Par ailleurs, la responsabilité pénale de certains récidivistes de plus de 16 ans sera alignée sur celle des majeurs. « L’excuse de minorité » – ce principe mal nommé d’atténuation de la responsabilité qui veut que les peines encourues par les moins de 18 ans soient divisées par deux – était jusqu’ici la règle ; elle deviendra dans ces cas-là l’exception. Si les juges tiennent vraiment à la retenir, ils devront motiver leur décision. Autant dire : se justifier.
Et ce n’est pas juste un principe qu’on renverse, c’est un regard qu’on porte toujours un peu plus de travers sur des enfants souvent issus de milieux précaires, élevés par leur seule mère, priés demain de marcher droit ou sinon en rond dans leur cour de promenade, c’est-à-dire en prison. Comme si la moindre statistique avait un jour démontré l’efficacité de l’incarcération pour prévenir la récidive chez les moins de 18 ans...
Enfermés, ces derniers « reçoivent cinq fois moins d’enseignement que leurs camarades de dehors », rappelait mardi la contrôleuse générale des lieux de privation de liberté, Dominique Simonnot.
Au fil de ce match d’impro juridique, ou concours Lépine pour bricolos du Code pénal, les ministres de la justice et de l’intérieur n’ont pas été en reste cette semaine. Gérald Darmanin a proposé, entre autres, de « tirer au sort » des juré·es populaires dans les tribunaux pour enfants ; ou d’abaisser l’âge à partir duquel un mineur peut être assigné à résidence avec un bracelet électronique (16 ans aujourd’hui). L’important n’était pas que ces idées soient votées, mais qu’elles fassent parler du garde des Sceaux plutôt que de Bruno Retailleau. Le « premier flic de France » remporte pourtant la palme des slogans simplistes : « La justice des mineurs est un fiasco. »
Un État défaillant
En réalité, la délinquance des moins de 18 ans n’explose pas, elle stagne. Mais certains crimes particulièrement graves, notamment des meurtres de mineurs par des mineurs, font régulièrement la une des médias – telle la mort d’Élias tué pour un portable.
« L’État de droit n’est pas l’État de faiblesse », avait tonné François Bayrou à propos de cette délinquance, dans son discours de politique générale. Ce n’est pourtant pas l’état du droit le problème, mais la faiblesse des moyens investis dans la prévention des passages à l’acte ou de leur aggravation.

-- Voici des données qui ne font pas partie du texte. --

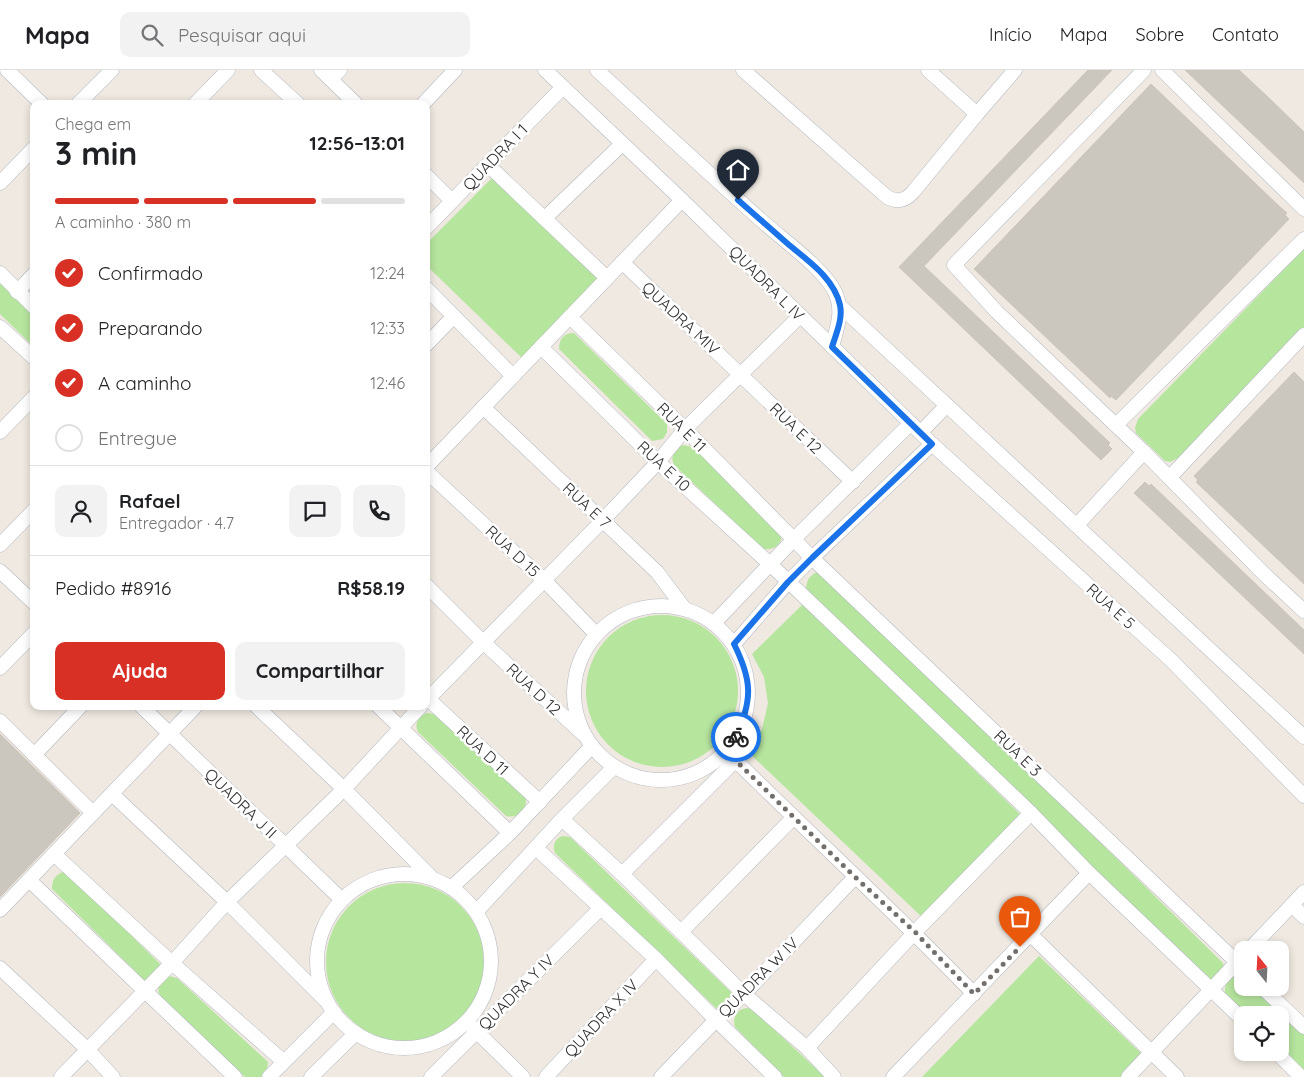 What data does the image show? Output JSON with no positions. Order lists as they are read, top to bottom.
{
  "streets": {
    "street": [
      "QUADRA I 1",
      "QUADRA L IV",
      "QUADRA MIV",
      "RUA E 11",
      "RUA E 12",
      "RUA E 10",
      "RUA E 7",
      "RUA D 15",
      "RUA E 5",
      "RUA D 12",
      "RUA D 11",
      "RUA E 3",
      "QUADRA J II",
      "QUADRA W IV",
      "QUADRA Y IV",
      "QUADRA X IV"
    ]
  },
  "crossings": [
    ["QUADRA I 1", "QUADRA L IV"],
    ["QUADRA L IV", "RUA E 5"],
    ["QUADRA MIV", "RUA E 12"],
    ["RUA E 11", "RUA E 3"],
    ["RUA E 7", "RUA D 15"],
    ["RUA E 7", "RUA D 12"],
    ["RUA D 15", "RUA D 12"],
    ["QUADRA J II", "QUADRA Y IV"]
  ],
  "north": "top",
  "page": {
    "header": "Mapa",
    "search": "Pesquisar aqui",
    "nav": [
      "Início",
      "Mapa",
      "Sobre",
      "Contato"
    ],
    "heading": ["3 min", "Chega em", "12:56–13:01"],
    "panel": [
      "Rafael",
      "Entregador · 4.7",
      "Pedido #8916",
      "R$58.19"
    ],
    "bar": "A caminho · 380 m",
    "list": [
      ["Confirmado", "12:24"],
      ["Preparando", "12:33"],
      ["A caminho", "12:46"],
      "Entregue"
    ],
    "buttons": ["Ajuda", "Compartilhar"]
  }
} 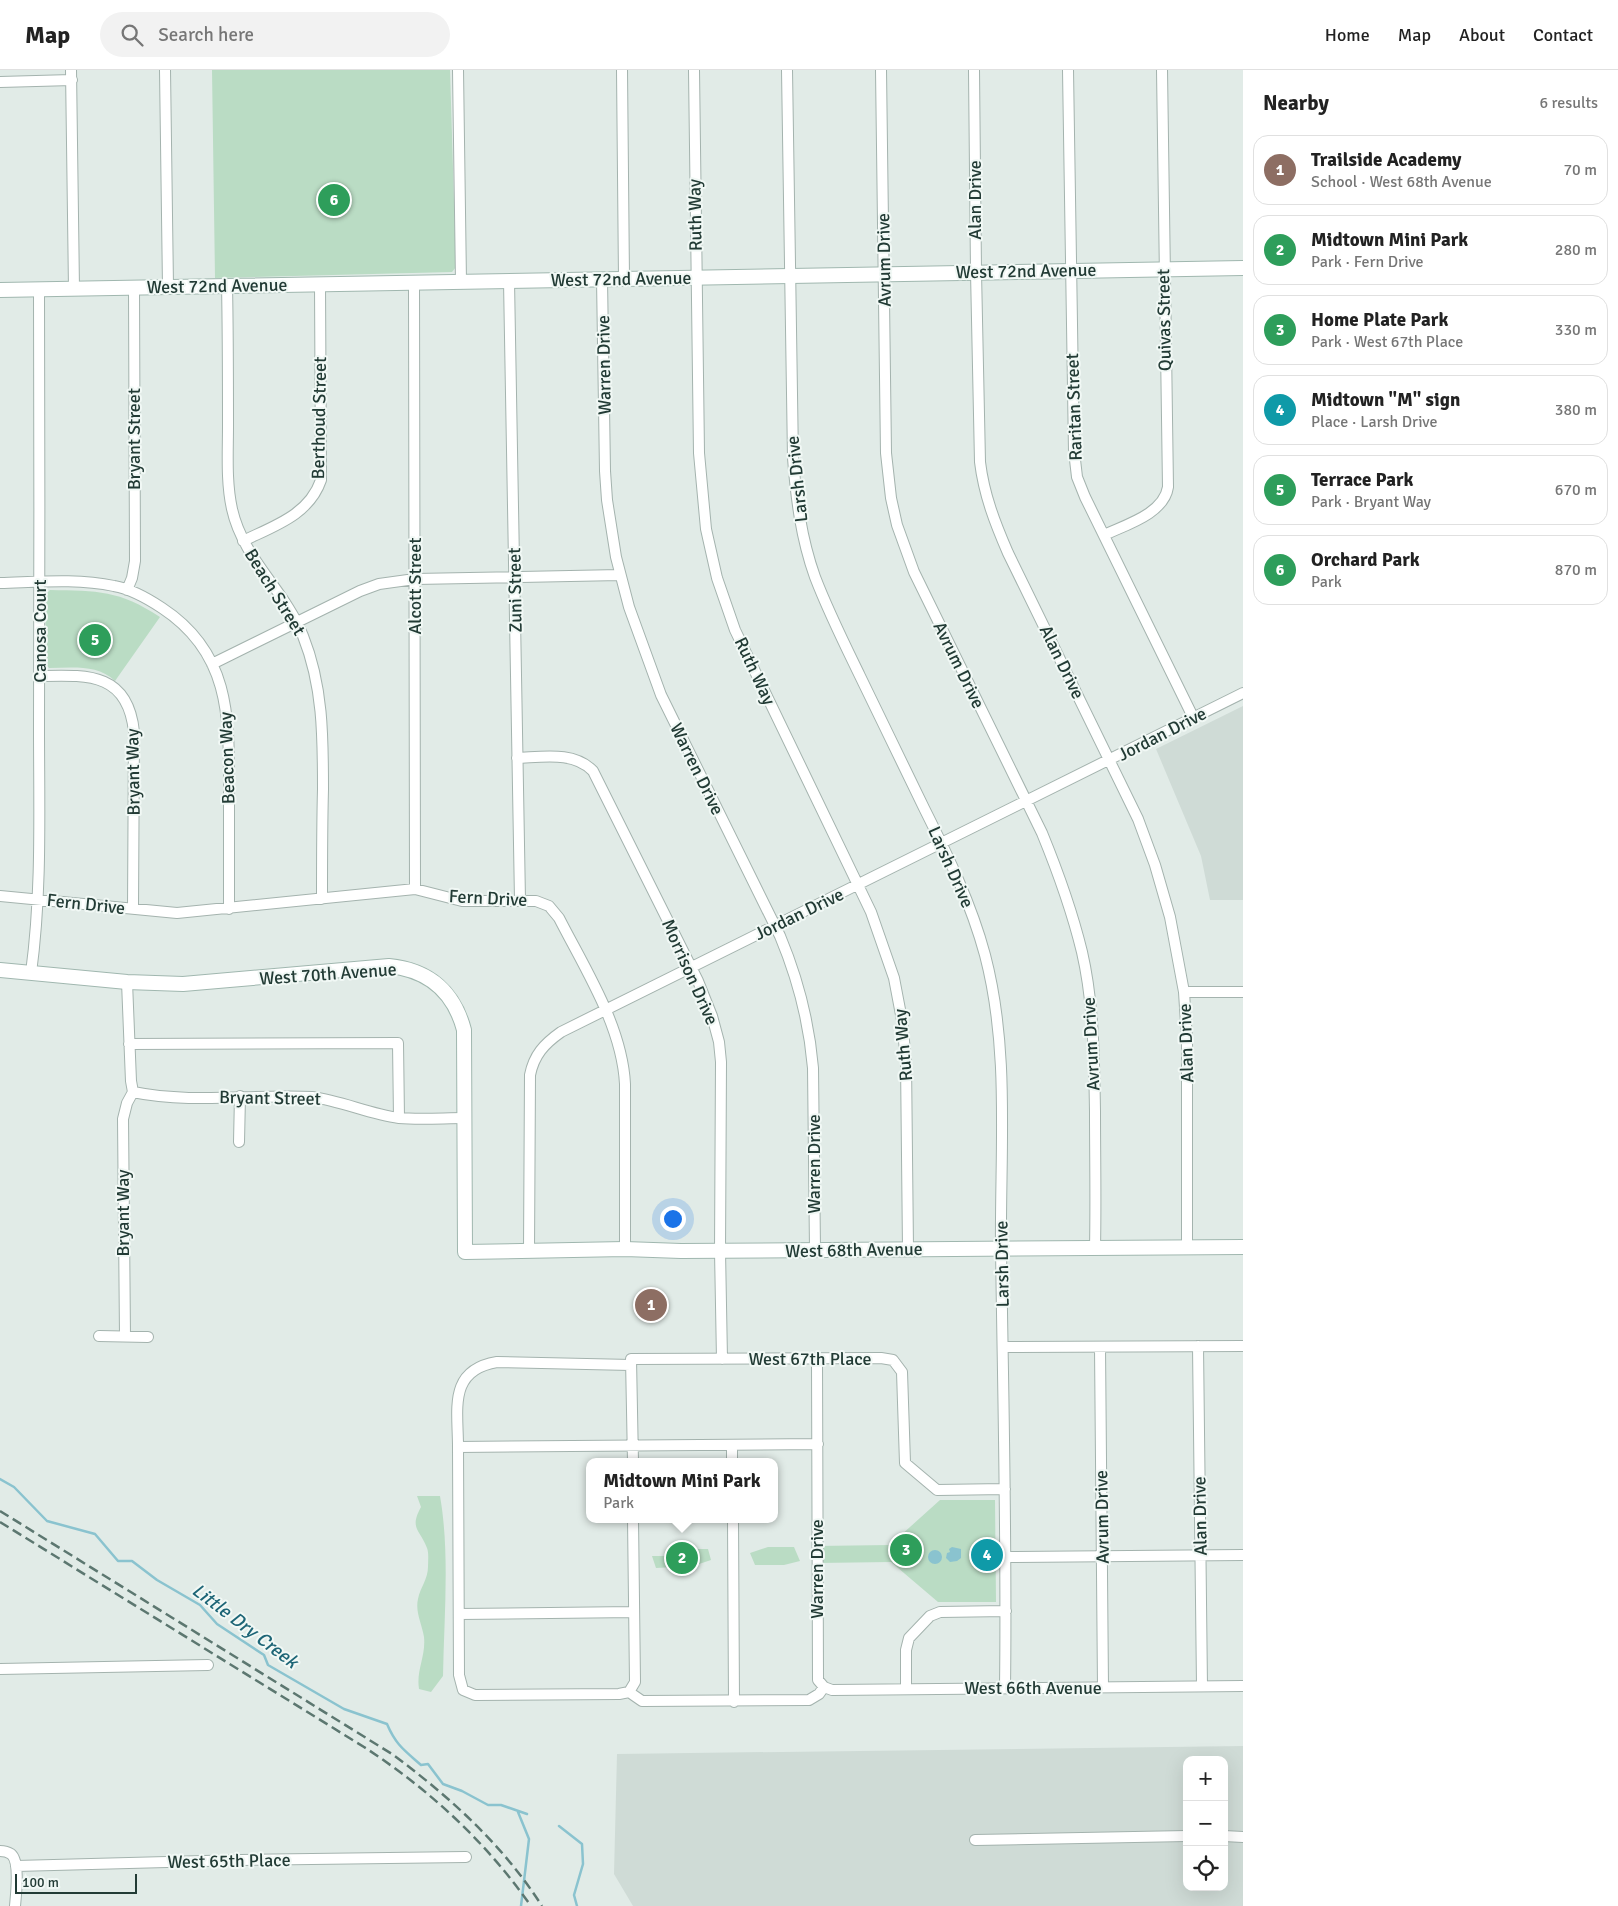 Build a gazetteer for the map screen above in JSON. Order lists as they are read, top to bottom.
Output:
{
  "streets": {
    "street": [
      "Alan Drive",
      "Ruth Way",
      "Avrum Drive",
      "West 72nd Avenue",
      "Quivas Street",
      "Warren Drive",
      "Raritan Street",
      "Berthoud Street",
      "Bryant Street",
      "Larsh Drive",
      "Alcott Street",
      "Zuni Street",
      "Beach Street",
      "Canosa Court",
      "Jordan Drive",
      "Beacon Way",
      "Bryant Way",
      "Fern Drive",
      "Morrison Drive",
      "West 70th Avenue",
      "West 68th Avenue",
      "West 67th Place",
      "West 66th Avenue",
      "West 65th Place"
    ]
  },
  "crossings": [
    ["Alan Drive", "West 72nd Avenue"],
    ["Alan Drive", "Jordan Drive"],
    ["Alan Drive", "West 68th Avenue"],
    ["Alan Drive", "West 66th Avenue"],
    ["Ruth Way", "West 72nd Avenue"],
    ["Ruth Way", "Jordan Drive"],
    ["Ruth Way", "West 68th Avenue"],
    ["Avrum Drive", "West 72nd Avenue"],
    ["Avrum Drive", "Jordan Drive"],
    ["Avrum Drive", "West 68th Avenue"],
    ["Avrum Drive", "West 66th Avenue"],
    ["West 72nd Avenue", "Quivas Street"],
    ["West 72nd Avenue", "Warren Drive"],
    ["West 72nd Avenue", "Raritan Street"],
    ["West 72nd Avenue", "Berthoud Street"],
    ["West 72nd Avenue", "Bryant Street"],
    ["West 72nd Avenue", "Larsh Drive"],
    ["West 72nd Avenue", "Alcott Street"],
    ["West 72nd Avenue", "Zuni Street"],
    ["West 72nd Avenue", "Beach Street"],
    ["West 72nd Avenue", "Canosa Court"],
    ["Quivas Street", "Raritan Street"],
    ["Warren Drive", "Jordan Drive"],
    ["Warren Drive", "West 68th Avenue"],
    ["Warren Drive", "West 67th Place"],
    ["Warren Drive", "West 66th Avenue"],
    ["Raritan Street", "Jordan Drive"],
    ["Berthoud Street", "Beach Street"],
    ["Bryant Street", "Beacon Way"],
    ["Bryant Street", "Bryant Way"],
    ["Bryant Street", "West 70th Avenue"],
    ["Larsh Drive", "Jordan Drive"],
    ["Larsh Drive", "West 68th Avenue"],
    ["Larsh Drive", "West 67th Place"],
    ["Larsh Drive", "West 66th Avenue"],
    ["Alcott Street", "Fern Drive"],
    ["Zuni Street", "Fern Drive"],
    ["Zuni Street", "Morrison Drive"],
    ["Beach Street", "Fern Drive"],
    ["Canosa Court", "Beacon Way"],
    ["Canosa Court", "Bryant Way"],
    ["Canosa Court", "Fern Drive"],
    ["Canosa Court", "West 70th Avenue"],
    ["Jordan Drive", "Fern Drive"],
    ["Jordan Drive", "Morrison Drive"],
    ["Jordan Drive", "West 68th Avenue"],
    ["Beacon Way", "Fern Drive"],
    ["Bryant Way", "Fern Drive"],
    ["Fern Drive", "West 68th Avenue"],
    ["Morrison Drive", "West 68th Avenue"],
    ["Morrison Drive", "West 67th Place"],
    ["West 70th Avenue", "West 68th Avenue"]
  ],
  "water": ["Little Dry Creek"],
  "scale_bar": "100 m",
  "page": {
    "header": "Map",
    "search": "Search here",
    "nav": [
      "Home",
      "Map",
      "About",
      "Contact"
    ],
    "heading": ["Nearby", "6 results"],
    "list": [
      {
        "mark": "1",
        "name": "Trailside Academy",
        "note": "School · West 68th Avenue",
        "value": "70 m"
      },
      {
        "mark": "2",
        "name": "Midtown Mini Park",
        "note": "Park · Fern Drive",
        "value": "280 m"
      },
      {
        "mark": "3",
        "name": "Home Plate Park",
        "note": "Park · West 67th Place",
        "value": "330 m"
      },
      {
        "mark": "4",
        "name": "Midtown \"M\" sign",
        "note": "Place · Larsh Drive",
        "value": "380 m"
      },
      {
        "mark": "5",
        "name": "Terrace Park",
        "note": "Park · Bryant Way",
        "value": "670 m"
      },
      {
        "mark": "6",
        "name": "Orchard Park",
        "note": "Park",
        "value": "870 m"
      }
    ],
    "pins": [
      "6",
      "5",
      "1",
      "3",
      "4",
      "2"
    ],
    "popup": ["Midtown Mini Park", "Park"],
    "map_buttons": ["+", "−"],
    "scale": "100 m"
  }
}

Ainsi, à la protection judiciaire de la jeunesse (PJJ), chargée d’accompagner les mineur·es condamné·es ou en passe de l’être, les bras manquent à tous les étages : éducateurs ou éducatrices, psychologues, professeur·es pour remédier à la déscolarisation... Remédier, pas redresser ! Mais cet automne, pour des raisons budgétaires, des milliers de jeunes ont été privés du jour au lendemain de leur « éduc », après que le gouvernement Attal a mis fin à des centaines de CDD – une aberration en partie réparée sous la pression des grèves.
Les bras manquent, mais les lits aussi dans les hébergements de la PJJ, que les tribunaux s’arrachent pour tenter de couper des ados de leur entourage ou de leur quartier. « C’est la guerre pour trouver une place », confiait récemment un procureur à Mediapart, reconnaissant « renoncer à requérir des placements ». Confronté au nombre insuffisant de juges des enfants, le même opte d’ailleurs pour des alternatives aux poursuites dans des dossiers où, il y a quelques années, il aurait déféré sans hésiter.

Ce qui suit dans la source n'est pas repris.